Assignment =
All lines in the records below that hold "align" are to be shown.

Data listing: Begin

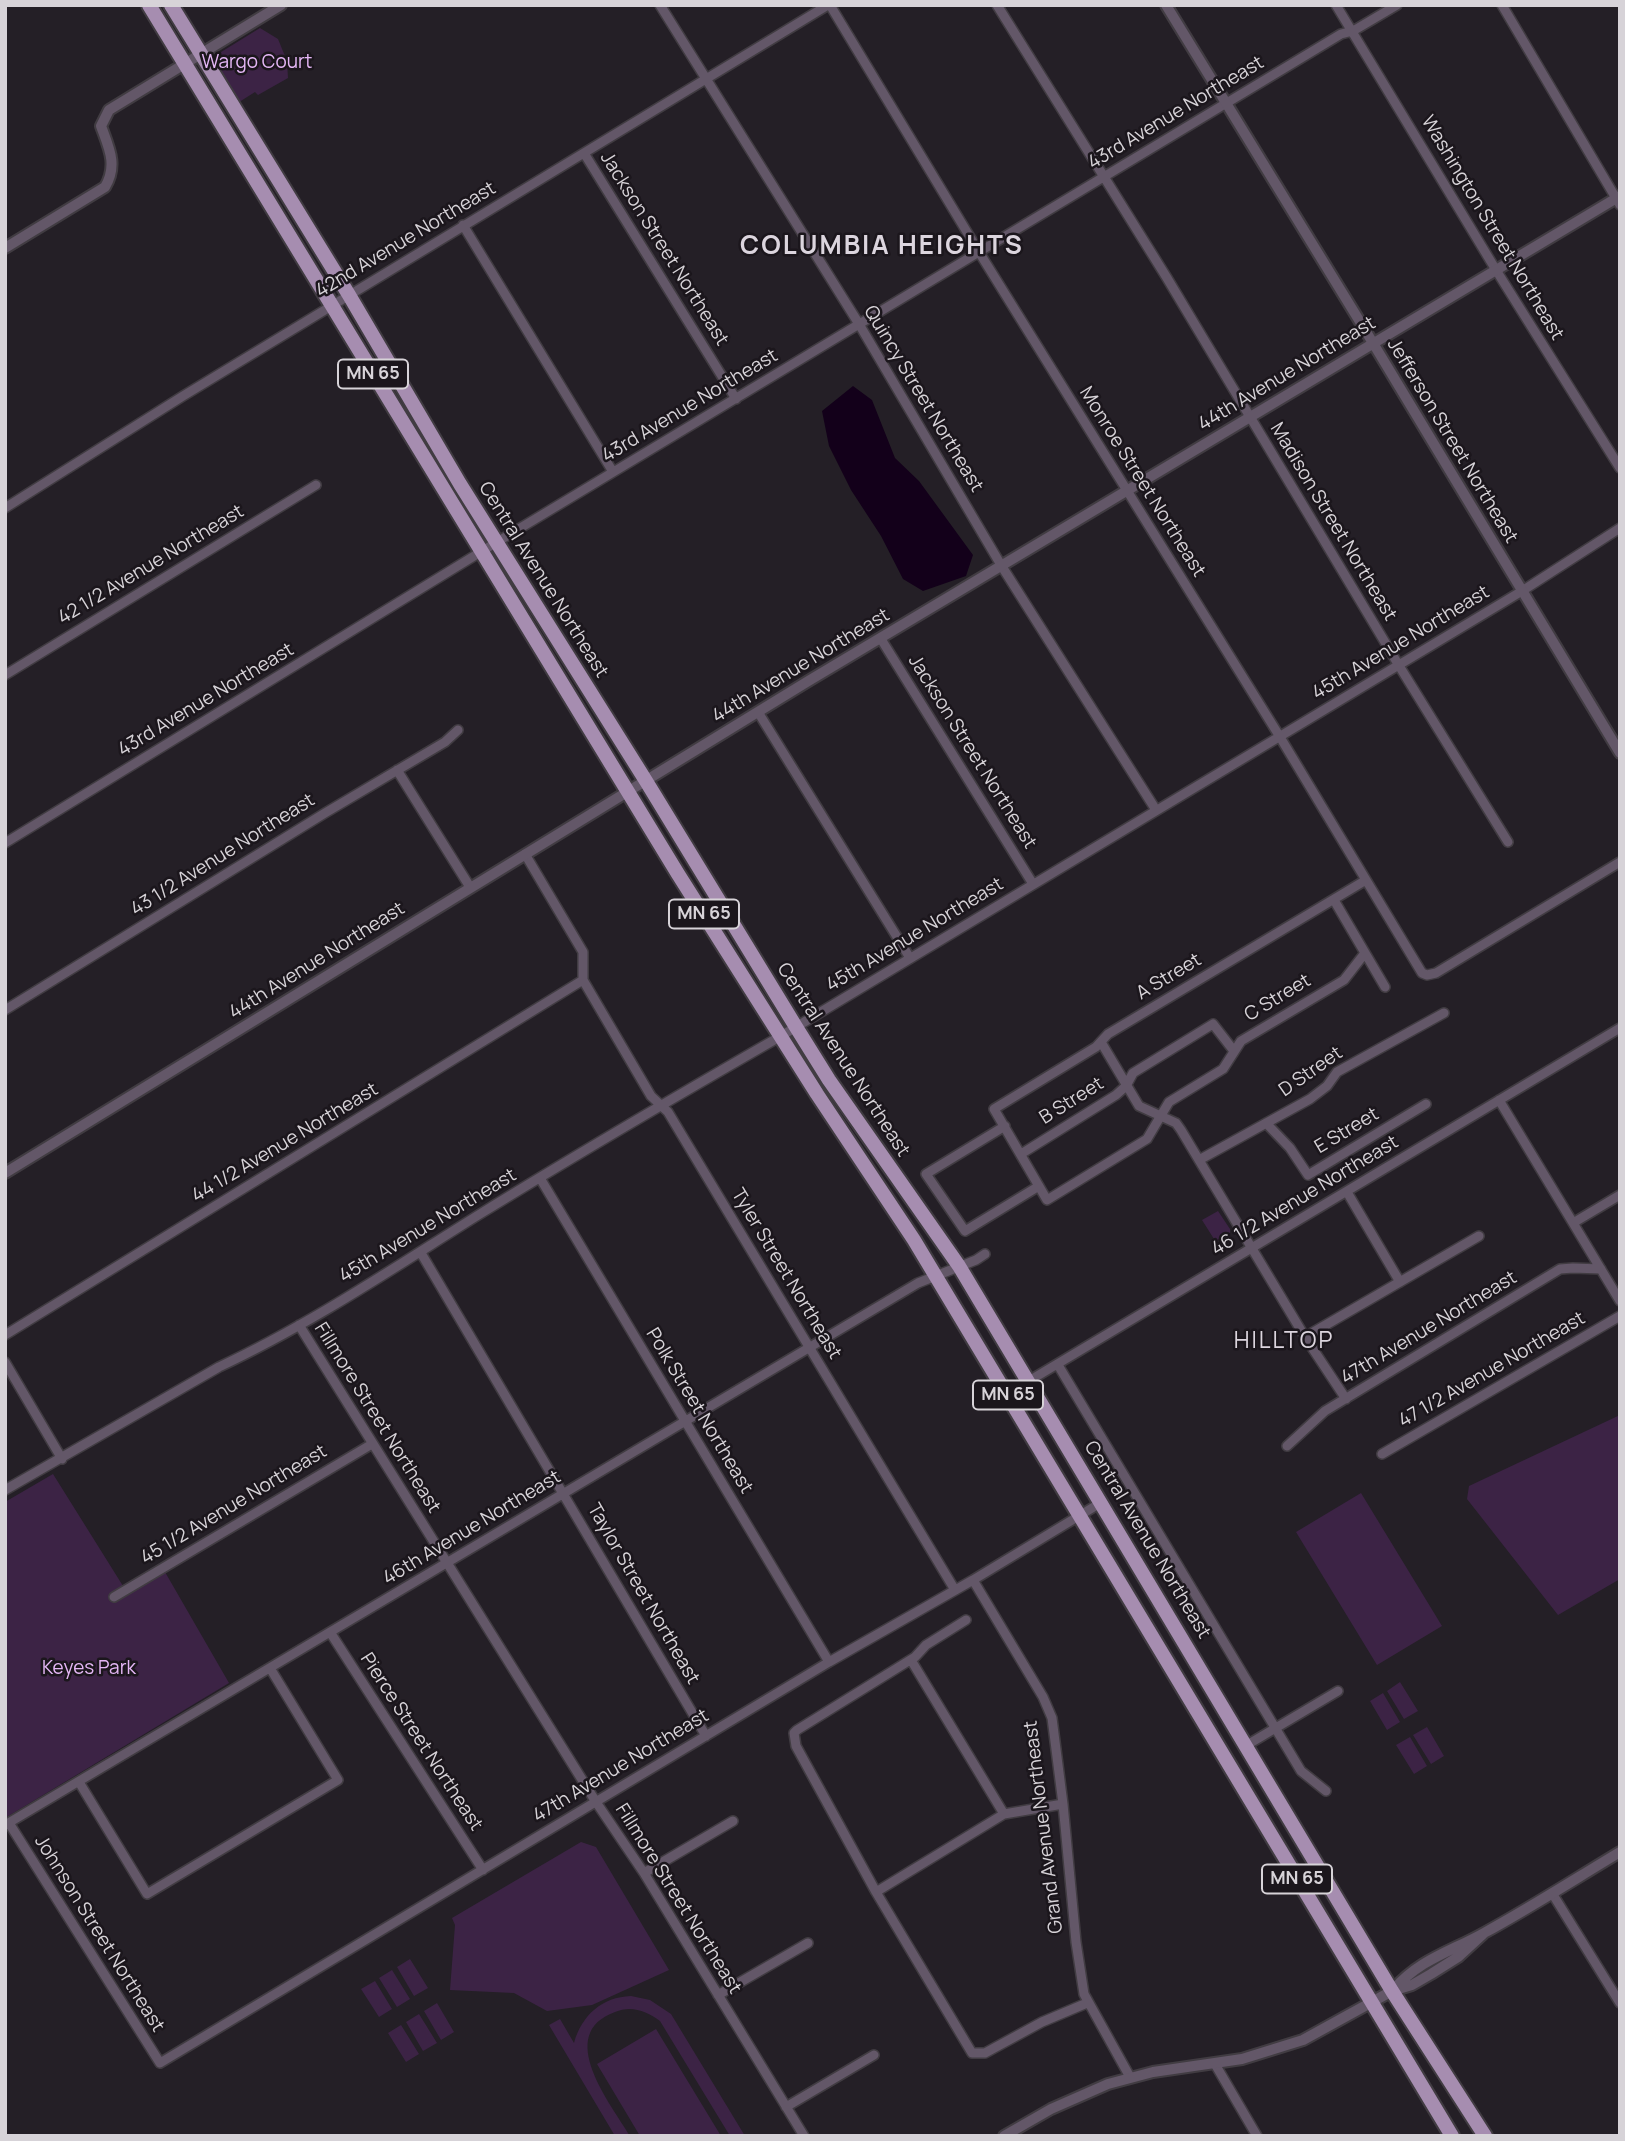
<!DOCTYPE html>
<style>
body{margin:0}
#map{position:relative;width:1625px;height:2141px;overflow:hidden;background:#241f26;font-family:Manrope,sans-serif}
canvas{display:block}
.frame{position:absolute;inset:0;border:7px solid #d7d3d8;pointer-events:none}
</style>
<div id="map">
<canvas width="1625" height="2141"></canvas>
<div class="frame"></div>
</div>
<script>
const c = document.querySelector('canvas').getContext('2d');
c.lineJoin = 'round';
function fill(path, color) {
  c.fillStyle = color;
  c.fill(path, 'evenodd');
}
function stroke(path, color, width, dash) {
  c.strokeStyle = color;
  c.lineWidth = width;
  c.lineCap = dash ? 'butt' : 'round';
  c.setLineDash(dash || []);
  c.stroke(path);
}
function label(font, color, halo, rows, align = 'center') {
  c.font = font + ' Manrope,sans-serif';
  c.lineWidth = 5;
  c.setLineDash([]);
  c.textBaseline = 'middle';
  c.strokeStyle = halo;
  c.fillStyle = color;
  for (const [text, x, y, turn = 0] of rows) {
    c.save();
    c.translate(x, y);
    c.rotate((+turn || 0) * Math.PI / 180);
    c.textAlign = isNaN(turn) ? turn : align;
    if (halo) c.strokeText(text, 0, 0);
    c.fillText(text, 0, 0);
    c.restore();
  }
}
const green = new Path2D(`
 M260 28 278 39 287 61 288 78 258 95 255 92 236 104 212 66 213 57Z
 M1218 1211 1230 1229V1233L1217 1240 1214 1239 1202 1220Z
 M1620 1415V1579L1558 1615 1467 1499 1469 1486Z
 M53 1474 128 1594 165 1572 229 1683 5 1818V1502Z
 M1361 1493 1442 1626 1377 1665 1296 1532Z
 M1400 1682 1418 1711 1404 1719 1387 1691Z
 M1383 1693 1400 1722 1387 1730 1370 1701Z
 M1427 1727 1444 1756 1431 1764 1413 1735Z
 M1410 1737 1427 1766 1414 1774 1396 1745Z
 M581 1842 596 1847 669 1970 592 2005 547 2011 514 1993 450 1990 455 1925 452 1918Z
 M410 1959 428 1988 414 1996 397 1967Z
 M392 1970 410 1999 397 2007 379 1978Z
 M375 1981 392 2009 379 2017 361 1989Z
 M631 1996 650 2000 671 2014 745 2136H730L660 2021C647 2011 631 2005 615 2012 554 2034 611 2104 630 2136H615L549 2025 560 2019 574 2043C582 2015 602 1997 631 1996Z
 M437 2003 454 2032 441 2040 424 2011Z
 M419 2014 437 2043 423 2051 406 2022Z
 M401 2025 419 2054 406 2062 388 2033Z
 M656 2029 721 2136H640L597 2064Z`);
const water = new Path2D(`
 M853 386 872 400 895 458 919 481 973 555 966 576 923 591 903 579 881 536 851 490 829 446 822 411Z`);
const minor = new Path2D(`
 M660 5 859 324 1001 565 1156 810
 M830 5 979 252 1280 737 1422 973 1427 975 1436 973 1620 862
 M997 5 1167 278 1398 664 1508 842
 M1336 5 1496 270 1620 468
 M1502 5 1620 205
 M584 153 736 399
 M463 225 613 472
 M5 508 183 396 828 5
 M881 639 1033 884
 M5 675 316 485
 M758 712 910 958
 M397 770 470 887
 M5 843 497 542 1288 66 1341 34 1353 31 1397 5
 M525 854 583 952V980L651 1096 668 1112 955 1590
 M1334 900 1385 987
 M1365 953 1344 980 1241 1041 1223 1069 1169 1102 1147 1139 1047 1200 994 1109 1096 1047 1108 1034 1366 880
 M5 1010 325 813 445 742 458 730
 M1101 1042 1139 1106 1176 1123 1181 1130 1305 1337 1346 1399
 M1499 1100 1620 1301
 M1266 1123 1290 1148 1308 1175 1426 1104
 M1005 1126 926 1174 965 1231 1039 1186
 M1021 1154 1116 1095 1126 1086 1133 1073 1213 1024 1234 1051
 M1199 1160 1310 1099 1327 1086 1337 1072 1444 1013
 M540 1178 829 1662
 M1347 1192 1400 1282
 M1573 1223 1620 1195
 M421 1253 706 1736
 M299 1325 596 1802 644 1873 804 2136
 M5 1335 583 980
 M1305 1337 1479 1236
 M5 1362 62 1459
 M1058 1365 1301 1771 1326 1791
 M1007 1394 1620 1028
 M1287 1446 1325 1411 1560 1269 1573 1268 1601 1269
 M1382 1454 1620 1316
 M5 1490 219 1367C311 1324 395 1267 480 1214 579 1153 680 1094 781 1036L1522 591 1620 528
 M973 1580 1043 1697 1052 1718 1063 1804 1076 1942 1084 1994 1130 2077
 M114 1597 372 1444
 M966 1620 926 1645 915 1657 797 1730 794 1733 796 1746 876 1892 972 2053H985L1042 2022 1087 2003
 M330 1632 483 1870
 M911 1660 1004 1814
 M1247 1745 1338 1691
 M79 1782 147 1894 338 1780 270 1668
 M9 1823 160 2063 829 1662 973 1580 1102 1502
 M5 1825 918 1283 976 1260 985 1254
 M644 1873 733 1821
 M876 1892 1004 1814 1063 1804
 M1552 1893 1620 2003
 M718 1995 808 1943
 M1215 2064 1257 2136
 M786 2107 874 2055`);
const tertiary = new Path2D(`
 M1166 5 1373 343 1620 753
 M5 248 105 187C118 165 109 148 101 126L109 110 281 5
 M5 1173 810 680 1620 196
 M1393 1990C1420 1959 1450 1952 1484 1933 1530 1908 1575 1879 1620 1852
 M1004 2136 1051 2109 1108 2084 1153 2072 1242 2059 1303 2040 1392 1991 1412 1985 1431 1974 1458 1957 1483 1934`);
const primary = new Path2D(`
 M149 5 678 874 817 1094 914 1240 1452 2136
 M171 5 349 295 460 484 646 781 796 1027 829 1080 959 1266 1392 1991 1485 2136`);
const shields = [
 [373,374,70],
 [704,914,70],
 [1008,1395,70],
 [1297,1879,70]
];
const shieldNames = [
 ["MN 65",373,374],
 ["MN 65",704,914],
 ["MN 65",1008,1395],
 ["MN 65",1297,1879]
];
const parkNames = [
 ["Wargo Court",257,63],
 ["Keyes Park",89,1669]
];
const streetNames = [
 ["43rd Avenue Northeast",1176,113,-31],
 ["Washington Street Northeast",1492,228,59],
 ["42nd Avenue Northeast",406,240,-31],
 ["Jackson Street Northeast",664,249,58],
 ["44th Avenue Northeast",1287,374,-31],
 ["Quincy Street Northeast",923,399,59],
 ["43rd Avenue Northeast",690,406,-31],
 ["Jefferson Street Northeast",1452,441,59],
 ["Monroe Street Northeast",1142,482,58],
 ["Madison Street Northeast",1333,522,59],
 ["42 1/2 Avenue Northeast",151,565,-31],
 ["Central Avenue Northeast",543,580,58],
 ["45th Avenue Northeast",1401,643,-31],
 ["44th Avenue Northeast",801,666,-31],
 ["43rd Avenue Northeast",206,700,-31],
 ["Jackson Street Northeast",972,752,58],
 ["43 1/2 Avenue Northeast",223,855,-32],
 ["45th Avenue Northeast",915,935,-31],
 ["44th Avenue Northeast",317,961,-32],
 ["A Street",1169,977,-31],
 ["C Street",1278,998,-31],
 ["Central Avenue Northeast",843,1060,57],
 ["D Street",1311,1072,-35],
 ["B Street",1072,1101,-32],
 ["E Street",1347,1131,-31],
 ["44 1/2 Avenue Northeast",285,1143,-31],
 ["46 1/2 Avenue Northeast",1305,1196,-31],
 ["45th Avenue Northeast",428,1226,-31],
 ["Tyler Street Northeast",786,1274,59],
 ["47th Avenue Northeast",1429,1328,-31],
 ["47 1/2 Avenue Northeast",1492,1370,-30],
 ["Polk Street Northeast",699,1411,59],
 ["Fillmore Street Northeast",377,1418,58],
 ["45 1/2 Avenue Northeast",234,1505,-31],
 ["46th Avenue Northeast",472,1528,-31],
 ["Central Avenue Northeast",1147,1540,59],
 ["Taylor Street Northeast",643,1594,60],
 ["Pierce Street Northeast",421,1742,57],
 ["47th Avenue Northeast",621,1766,-31],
 ["Grand Avenue Northeast",1044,1827,-97],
 ["Fillmore Street Northeast",678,1899,58],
 ["Johnson Street Northeast",99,1934,58]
];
const quarterNames = [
 ["HILLTOP",1284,1342]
];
const districtNames = [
 ["COLUMBIA HEIGHTS",882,247]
];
fill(green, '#3c2345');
fill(water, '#13001a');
stroke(minor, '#413c42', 12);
stroke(tertiary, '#413c42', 14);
stroke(primary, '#413c42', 18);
stroke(minor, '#635768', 9);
stroke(tertiary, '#635768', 10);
stroke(primary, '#a68db0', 14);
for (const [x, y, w] of shields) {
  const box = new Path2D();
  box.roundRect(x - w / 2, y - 14.5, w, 29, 5);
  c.fillStyle = '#1b161c';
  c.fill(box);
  stroke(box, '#d7d3d8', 2);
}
label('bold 18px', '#d7d3d8', null, shieldNames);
label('19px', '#e5b7f6', '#1b161c', parkNames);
label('19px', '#d7d3d8', '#1b161c', streetNames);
c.letterSpacing = '2px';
label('23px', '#dcd5de', '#1b161c', quarterNames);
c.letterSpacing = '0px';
c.letterSpacing = '2px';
label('bold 26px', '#dcd5de', '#1b161c', districtNames);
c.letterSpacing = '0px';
</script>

Data listing: End

Task solution =
function label(font, color, halo, rows, align = 'center') {
    c.textAlign = isNaN(turn) ? turn : align;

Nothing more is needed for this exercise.